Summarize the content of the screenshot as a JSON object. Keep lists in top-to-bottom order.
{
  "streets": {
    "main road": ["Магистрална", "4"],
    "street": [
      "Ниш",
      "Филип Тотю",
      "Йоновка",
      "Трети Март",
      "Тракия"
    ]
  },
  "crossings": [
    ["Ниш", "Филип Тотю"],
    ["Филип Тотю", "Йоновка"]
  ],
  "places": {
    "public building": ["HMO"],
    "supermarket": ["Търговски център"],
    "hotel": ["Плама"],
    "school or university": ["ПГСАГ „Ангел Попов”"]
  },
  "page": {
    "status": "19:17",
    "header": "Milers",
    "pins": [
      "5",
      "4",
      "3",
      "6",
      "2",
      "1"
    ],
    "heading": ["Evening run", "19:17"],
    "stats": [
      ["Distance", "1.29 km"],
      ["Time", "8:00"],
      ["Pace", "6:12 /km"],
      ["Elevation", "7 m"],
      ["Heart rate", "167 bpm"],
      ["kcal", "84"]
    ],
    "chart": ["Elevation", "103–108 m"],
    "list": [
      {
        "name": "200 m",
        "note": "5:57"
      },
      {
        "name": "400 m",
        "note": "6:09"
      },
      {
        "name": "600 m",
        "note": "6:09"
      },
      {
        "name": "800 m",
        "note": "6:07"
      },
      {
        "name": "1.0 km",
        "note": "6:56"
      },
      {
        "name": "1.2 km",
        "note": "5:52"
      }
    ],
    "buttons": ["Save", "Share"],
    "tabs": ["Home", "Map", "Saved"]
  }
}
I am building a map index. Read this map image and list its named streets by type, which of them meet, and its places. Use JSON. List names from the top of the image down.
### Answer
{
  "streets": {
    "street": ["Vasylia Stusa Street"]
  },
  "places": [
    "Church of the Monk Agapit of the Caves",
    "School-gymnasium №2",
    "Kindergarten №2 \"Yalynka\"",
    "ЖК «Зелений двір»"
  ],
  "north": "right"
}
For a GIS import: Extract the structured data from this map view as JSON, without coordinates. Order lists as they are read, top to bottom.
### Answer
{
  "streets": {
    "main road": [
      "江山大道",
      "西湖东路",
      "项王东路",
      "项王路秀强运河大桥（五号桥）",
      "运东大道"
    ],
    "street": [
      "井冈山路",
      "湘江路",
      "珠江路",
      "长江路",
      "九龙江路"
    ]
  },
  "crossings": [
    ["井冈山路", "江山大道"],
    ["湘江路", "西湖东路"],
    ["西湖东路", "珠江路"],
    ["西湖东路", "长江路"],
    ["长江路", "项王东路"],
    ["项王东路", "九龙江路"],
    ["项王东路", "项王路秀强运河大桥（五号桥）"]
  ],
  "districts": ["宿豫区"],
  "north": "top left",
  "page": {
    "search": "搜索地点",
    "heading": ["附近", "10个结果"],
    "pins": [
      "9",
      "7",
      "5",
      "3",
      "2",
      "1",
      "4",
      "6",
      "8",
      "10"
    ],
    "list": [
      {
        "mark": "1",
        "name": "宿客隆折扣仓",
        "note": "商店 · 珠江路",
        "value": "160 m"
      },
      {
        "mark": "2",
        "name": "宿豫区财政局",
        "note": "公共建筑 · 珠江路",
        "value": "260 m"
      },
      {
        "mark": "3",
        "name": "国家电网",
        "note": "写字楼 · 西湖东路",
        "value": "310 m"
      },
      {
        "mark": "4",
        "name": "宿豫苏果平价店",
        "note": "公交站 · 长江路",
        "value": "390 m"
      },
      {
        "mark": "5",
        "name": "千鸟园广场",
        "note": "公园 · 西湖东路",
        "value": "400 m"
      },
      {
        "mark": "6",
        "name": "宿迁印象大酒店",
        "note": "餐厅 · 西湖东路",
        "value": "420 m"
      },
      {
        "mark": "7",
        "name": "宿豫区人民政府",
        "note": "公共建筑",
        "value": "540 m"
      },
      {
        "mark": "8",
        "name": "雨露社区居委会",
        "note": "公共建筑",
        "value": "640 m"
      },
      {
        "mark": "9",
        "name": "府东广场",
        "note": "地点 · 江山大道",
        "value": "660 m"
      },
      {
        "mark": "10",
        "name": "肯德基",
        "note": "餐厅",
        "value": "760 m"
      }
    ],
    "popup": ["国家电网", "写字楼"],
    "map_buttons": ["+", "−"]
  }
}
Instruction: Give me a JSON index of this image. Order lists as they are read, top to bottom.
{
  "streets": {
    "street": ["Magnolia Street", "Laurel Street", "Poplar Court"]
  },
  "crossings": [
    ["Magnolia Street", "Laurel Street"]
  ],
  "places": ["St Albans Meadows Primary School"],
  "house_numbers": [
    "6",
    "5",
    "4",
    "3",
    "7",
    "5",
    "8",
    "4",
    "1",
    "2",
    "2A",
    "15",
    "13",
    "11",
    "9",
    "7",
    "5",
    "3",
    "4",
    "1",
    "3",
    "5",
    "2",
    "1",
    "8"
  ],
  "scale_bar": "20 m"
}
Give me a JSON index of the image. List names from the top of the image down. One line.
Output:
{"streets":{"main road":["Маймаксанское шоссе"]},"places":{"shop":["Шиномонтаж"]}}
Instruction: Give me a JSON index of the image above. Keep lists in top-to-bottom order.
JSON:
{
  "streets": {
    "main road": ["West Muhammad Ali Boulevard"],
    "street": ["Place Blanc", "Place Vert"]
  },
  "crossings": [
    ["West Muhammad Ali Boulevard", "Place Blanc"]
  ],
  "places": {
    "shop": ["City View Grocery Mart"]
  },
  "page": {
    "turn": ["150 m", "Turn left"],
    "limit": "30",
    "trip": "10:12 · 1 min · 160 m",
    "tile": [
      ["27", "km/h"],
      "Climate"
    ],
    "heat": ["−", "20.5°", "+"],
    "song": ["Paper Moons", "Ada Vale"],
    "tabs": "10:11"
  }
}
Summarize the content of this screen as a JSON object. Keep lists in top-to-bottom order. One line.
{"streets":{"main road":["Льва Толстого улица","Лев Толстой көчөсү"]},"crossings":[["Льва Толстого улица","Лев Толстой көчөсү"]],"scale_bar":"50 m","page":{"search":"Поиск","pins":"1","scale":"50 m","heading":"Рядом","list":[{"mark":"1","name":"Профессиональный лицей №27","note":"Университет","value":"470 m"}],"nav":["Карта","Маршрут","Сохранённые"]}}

═══

## Exercise
Look over the records. Copy the lines that include the word "main".

## Response to this exercise
    "main road": ["Магистрална", "4"],
    "main road": [
{"streets":{"main road":["Маймаксанское шоссе"]},"places":{"shop":["Шиномонтаж"]}}
    "main road": ["West Muhammad Ali Boulevard"],
{"streets":{"main road":["Льва Толстого улица","Лев Толстой көчөсү"]},"crossings":[["Льва Толстого улица","Лев Толстой көчөсү"]],"scale_bar":"50 m","page":{"search":"Поиск","pins":"1","scale":"50 m","heading":"Рядом","list":[{"mark":"1","name":"Профессиональный лицей №27","note":"Университет","value":"470 m"}],"nav":["Карта","Маршрут","Сохранённые"]}}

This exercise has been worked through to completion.